===== Supplied records

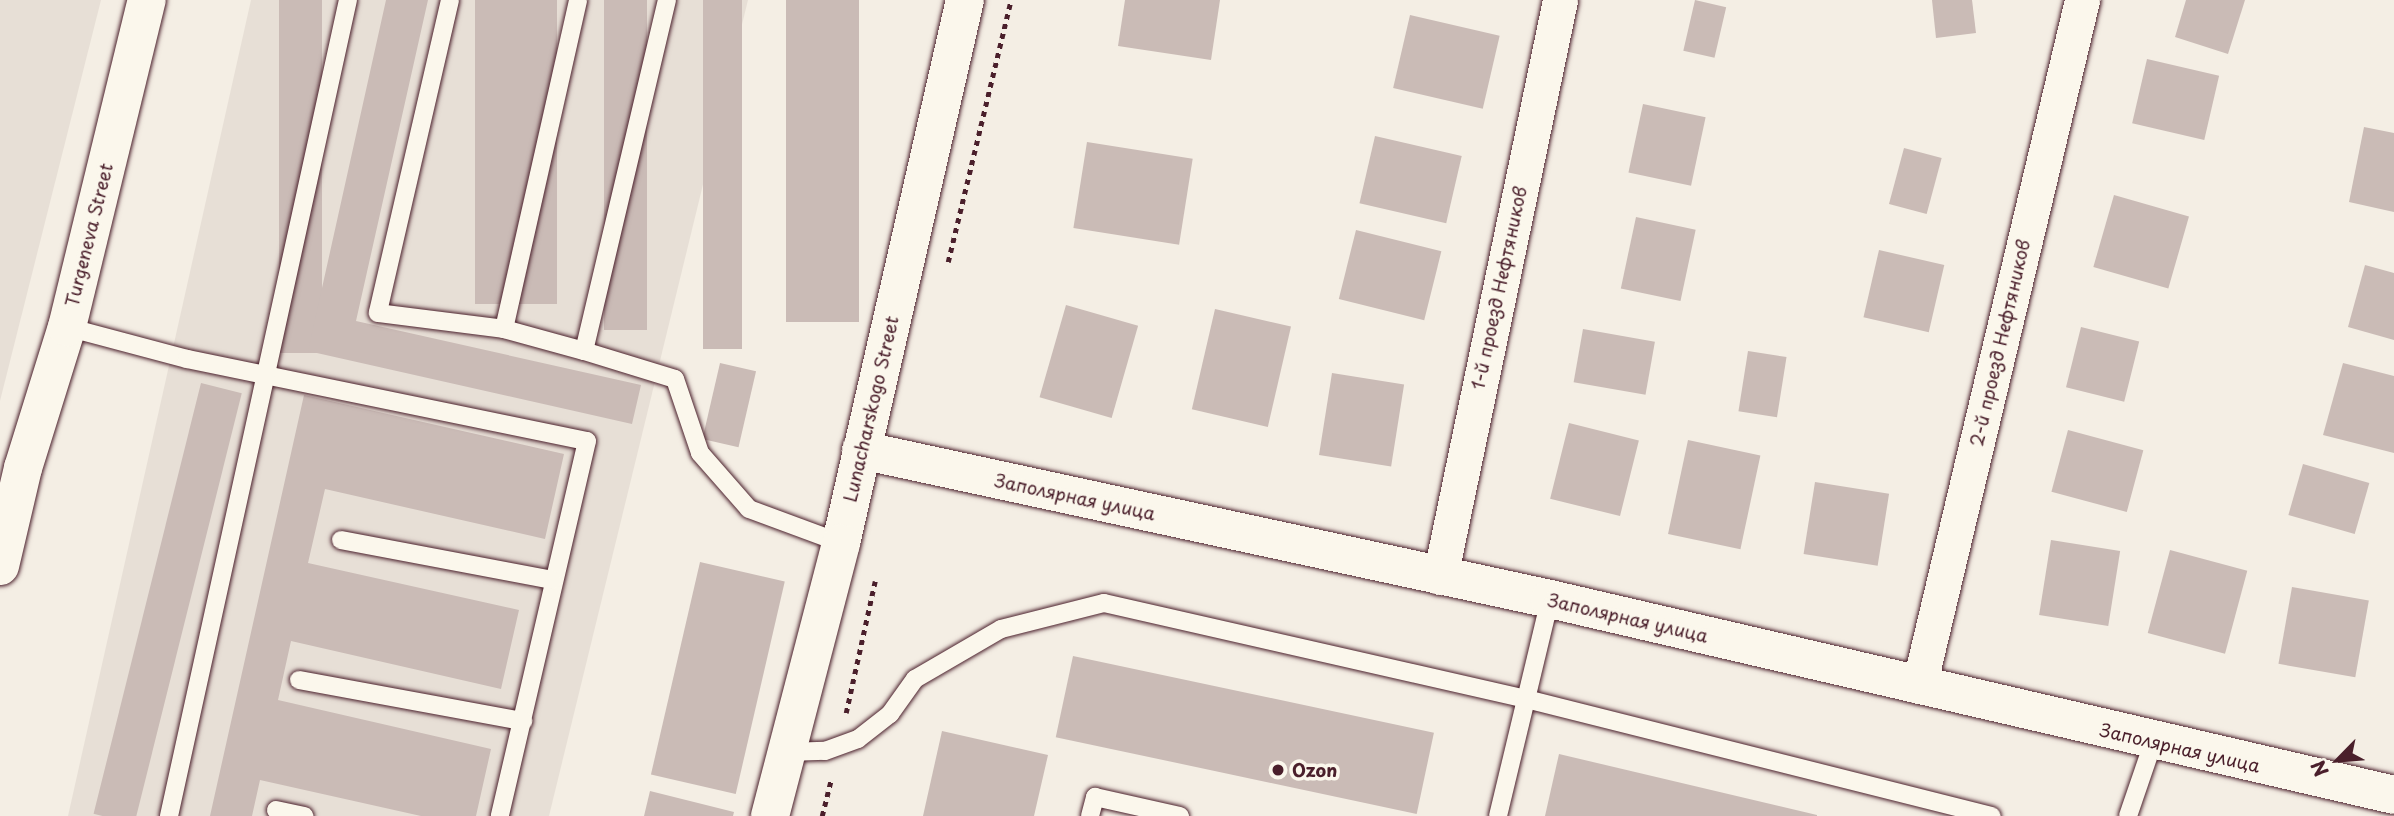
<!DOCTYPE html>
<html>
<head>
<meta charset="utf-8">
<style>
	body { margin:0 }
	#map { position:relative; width:2394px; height:816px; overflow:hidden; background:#f4eee4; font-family:"Playpen Sans",sans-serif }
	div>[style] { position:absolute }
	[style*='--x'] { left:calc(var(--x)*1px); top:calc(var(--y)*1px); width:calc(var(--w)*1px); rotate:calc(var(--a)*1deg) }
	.built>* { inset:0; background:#e7dfd6 }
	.building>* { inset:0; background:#cabbb6; transform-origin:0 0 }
	.path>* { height:4.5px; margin-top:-2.25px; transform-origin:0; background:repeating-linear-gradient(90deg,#4a1f2b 0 5px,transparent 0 10px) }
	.roads { filter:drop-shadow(0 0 2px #4a1f2b) drop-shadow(0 0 2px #4a1f2b) }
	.service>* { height:18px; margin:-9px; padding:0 9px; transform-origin:9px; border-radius:9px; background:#fbf7ec }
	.minor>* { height:35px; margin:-17.5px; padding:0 17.5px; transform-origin:17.5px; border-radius:17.5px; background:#fbf7ec }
	.tertiary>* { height:38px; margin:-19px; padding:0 19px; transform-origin:19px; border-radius:19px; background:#fbf7ec }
	.secondary>* { height:38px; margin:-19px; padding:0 19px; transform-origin:19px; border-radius:19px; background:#fbf7ec }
	.dots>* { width:19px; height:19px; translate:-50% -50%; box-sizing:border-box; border:4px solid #fbf7ec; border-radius:50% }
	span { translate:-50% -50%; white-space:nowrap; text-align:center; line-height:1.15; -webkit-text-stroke:7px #fbf7ec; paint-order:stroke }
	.street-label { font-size:18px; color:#4a1f2b }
	.poi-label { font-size:18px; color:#4a1f2b; font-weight:700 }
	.left { translate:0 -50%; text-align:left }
	.north { position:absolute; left:2303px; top:725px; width:70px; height:70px; -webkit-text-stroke:5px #fbf7ec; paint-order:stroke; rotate:245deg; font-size:19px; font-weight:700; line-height:28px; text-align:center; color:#4a1f2b }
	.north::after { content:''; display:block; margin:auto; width:24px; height:32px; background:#4a1f2b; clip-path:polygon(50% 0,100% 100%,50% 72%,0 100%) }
</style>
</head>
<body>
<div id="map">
	<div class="built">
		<i style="clip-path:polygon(0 0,101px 0,0 401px)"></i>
		<i style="clip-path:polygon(251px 0,748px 0,549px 816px,68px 816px)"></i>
	</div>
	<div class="building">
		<i style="left:279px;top:0;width:43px;height:353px"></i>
		<i style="clip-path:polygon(386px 0,428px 0,356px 321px,641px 385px,632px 424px,308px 351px)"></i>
		<i style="left:475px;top:0;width:82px;height:304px"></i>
		<i style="left:604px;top:0;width:43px;height:330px"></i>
		<i style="left:703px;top:0;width:39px;height:349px"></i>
		<i style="left:786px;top:0;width:73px;height:322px"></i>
		<i style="clip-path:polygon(1125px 0,1220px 0,1211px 60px,1118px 46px)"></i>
		<i style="left:1695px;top:0;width:32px;height:52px;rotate:13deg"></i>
		<i style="clip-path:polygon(1932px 0,1972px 0,1976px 33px,1936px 38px)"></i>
		<i style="clip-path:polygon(2186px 0,2245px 0,2228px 54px,2175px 37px)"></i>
		<i style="left:1410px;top:15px;width:92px;height:75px;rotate:13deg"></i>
		<i style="left:2147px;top:59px;width:74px;height:66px;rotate:13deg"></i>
		<i style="left:1643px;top:104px;width:64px;height:70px;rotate:12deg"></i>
		<i style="clip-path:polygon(2364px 127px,2394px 133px,2394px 212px,2349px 202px)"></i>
		<i style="left:1375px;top:136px;width:89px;height:69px;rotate:13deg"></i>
		<i style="left:1087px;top:142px;width:107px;height:87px;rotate:9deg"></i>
		<i style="left:1904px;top:148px;width:39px;height:58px;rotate:15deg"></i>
		<i style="left:2114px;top:195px;width:78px;height:75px;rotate:16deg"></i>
		<i style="left:1636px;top:217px;width:61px;height:73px;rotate:12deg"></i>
		<i style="left:1356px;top:230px;width:88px;height:71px;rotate:14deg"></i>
		<i style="left:1879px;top:250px;width:67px;height:69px;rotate:13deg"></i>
		<i style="clip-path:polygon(2365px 265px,2394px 273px,2394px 340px,2348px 327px)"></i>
		<i style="left:1066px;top:305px;width:75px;height:96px;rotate:16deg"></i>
		<i style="left:1215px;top:309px;width:78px;height:103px;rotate:13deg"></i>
		<i style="left:2081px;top:327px;width:60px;height:62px;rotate:14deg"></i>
		<i style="left:1583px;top:329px;width:73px;height:54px;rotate:10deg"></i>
		<i style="left:1748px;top:351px;width:39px;height:61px;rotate:9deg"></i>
		<i style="left:720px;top:363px;width:37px;height:78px;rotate:13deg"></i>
		<i style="clip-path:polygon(2343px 363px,2394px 376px,2394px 453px,2323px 435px)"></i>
		<i style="left:1332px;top:373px;width:73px;height:83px;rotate:9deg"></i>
		<i style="left:201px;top:383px;width:42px;height:444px;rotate:14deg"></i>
		<i style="clip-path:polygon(304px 395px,564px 454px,545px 539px,325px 489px,308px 563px,519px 610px,501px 689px,291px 641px,278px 700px,491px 749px,476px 816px,421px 816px,260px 780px,252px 816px,210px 816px)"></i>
		<i style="left:1569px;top:423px;width:72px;height:78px;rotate:14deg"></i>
		<i style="left:2068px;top:430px;width:78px;height:64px;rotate:15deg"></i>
		<i style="left:1688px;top:440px;width:74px;height:96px;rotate:12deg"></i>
		<i style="left:2303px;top:464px;width:69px;height:53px;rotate:16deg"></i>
		<i style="left:1815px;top:482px;width:75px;height:73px;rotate:9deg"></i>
		<i style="left:2051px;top:540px;width:70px;height:76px;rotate:9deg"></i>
		<i style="left:2170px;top:550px;width:80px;height:86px;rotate:15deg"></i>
		<i style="left:700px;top:562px;width:87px;height:218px;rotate:13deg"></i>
		<i style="left:2292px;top:587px;width:78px;height:78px;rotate:10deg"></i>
		<i style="left:1073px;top:656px;width:369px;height:83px;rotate:12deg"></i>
		<i style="clip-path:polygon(942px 731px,1048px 755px,1034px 816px,923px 816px)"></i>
		<i style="clip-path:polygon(1559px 754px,1817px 815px,1817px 816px,1545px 816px)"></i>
		<i style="clip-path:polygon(650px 791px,734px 812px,733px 816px,644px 816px)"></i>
	</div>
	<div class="path">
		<i style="--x:948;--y:262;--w:269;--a:-76.5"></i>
		<i style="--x:846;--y:713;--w:135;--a:-77.6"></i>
		<i style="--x:822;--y:816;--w:38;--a:-76"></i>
	</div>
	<div class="roads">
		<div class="service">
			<i style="--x:450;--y:0;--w:321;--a:103"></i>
			<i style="--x:378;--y:313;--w:127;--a:7.2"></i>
			<i style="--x:504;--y:329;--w:337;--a:-77.3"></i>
			<i style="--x:67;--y:327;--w:124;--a:14.9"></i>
			<i style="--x:187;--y:359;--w:408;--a:11.6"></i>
			<i style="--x:587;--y:441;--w:385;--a:103.1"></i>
			<i style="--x:504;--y:329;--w:83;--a:15.4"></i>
			<i style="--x:584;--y:351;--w:361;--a:-76.7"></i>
			<i style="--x:584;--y:351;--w:95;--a:17.1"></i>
			<i style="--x:675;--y:379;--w:78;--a:71.3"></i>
			<i style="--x:700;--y:453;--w:74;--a:48.8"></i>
			<i style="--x:749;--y:509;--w:98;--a:20.3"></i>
			<i style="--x:341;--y:540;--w:215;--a:10.7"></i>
			<i style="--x:299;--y:680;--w:228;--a:10.4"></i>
			<i style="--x:787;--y:752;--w:38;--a:-2"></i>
			<i style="--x:825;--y:751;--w:35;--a:-20"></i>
			<i style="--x:858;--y:739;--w:41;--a:-38"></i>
			<i style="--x:890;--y:714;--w:43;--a:-54.5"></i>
			<i style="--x:915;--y:679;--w:99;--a:-30.2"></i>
			<i style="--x:1001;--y:629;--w:106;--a:-14.2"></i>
			<i style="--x:1104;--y:603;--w:433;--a:12.8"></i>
			<i style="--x:1526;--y:699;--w:480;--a:14.1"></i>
			<i style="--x:276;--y:810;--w:29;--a:12"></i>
			<i style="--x:169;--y:816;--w:835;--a:-77.63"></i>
			<i style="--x:1090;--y:816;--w:20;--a:-75"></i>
			<i style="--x:1095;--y:797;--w:87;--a:12.6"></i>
			<i style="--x:1498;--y:816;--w:223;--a:-76.5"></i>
			<i style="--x:2128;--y:816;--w:77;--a:-71.1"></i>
		</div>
		<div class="minor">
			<i style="--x:1440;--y:577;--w:589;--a:-78.25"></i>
			<i style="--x:1919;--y:686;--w:705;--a:-76.63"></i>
		</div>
		<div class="tertiary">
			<i style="--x:861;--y:450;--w:705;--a:12.2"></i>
			<i style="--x:1550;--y:599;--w:866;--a:13.07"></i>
			<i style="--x:841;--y:543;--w:557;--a:-77.14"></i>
			<i style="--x:0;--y:566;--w:101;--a:-76.8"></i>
			<i style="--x:23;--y:468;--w:148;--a:-72.7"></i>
			<i style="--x:67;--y:327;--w:337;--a:-76.3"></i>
		</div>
		<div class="secondary">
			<i style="--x:770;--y:816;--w:282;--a:-75.4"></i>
		</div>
	</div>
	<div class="dots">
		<i style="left:1278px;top:770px;background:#4a1f2b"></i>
	</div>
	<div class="street-label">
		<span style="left:89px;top:235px;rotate:-76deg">Turgeneva Street</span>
		<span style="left:1499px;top:288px;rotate:-78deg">1-й проезд Нефтяников</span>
		<span style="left:2000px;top:343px;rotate:-77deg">2-й проезд Нефтяников</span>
		<span style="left:871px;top:409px;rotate:-77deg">Lunacharskogo Street</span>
		<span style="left:1075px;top:497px;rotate:12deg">Заполярная улица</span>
		<span style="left:1628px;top:618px;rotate:13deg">Заполярная улица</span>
		<span style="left:2180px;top:748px;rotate:13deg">Заполярная улица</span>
	</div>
	<div class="poi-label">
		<span class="left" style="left:1292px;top:770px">Ozon</span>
	</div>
	<div class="north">N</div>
</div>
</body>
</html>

==========

§ **The problem**: Every line above that holds the word "service" needs to be copied.

§ **Written response**:
	.service>* { height:18px; margin:-9px; padding:0 9px; transform-origin:9px; border-radius:9px; background:#fbf7ec }
		<div class="service">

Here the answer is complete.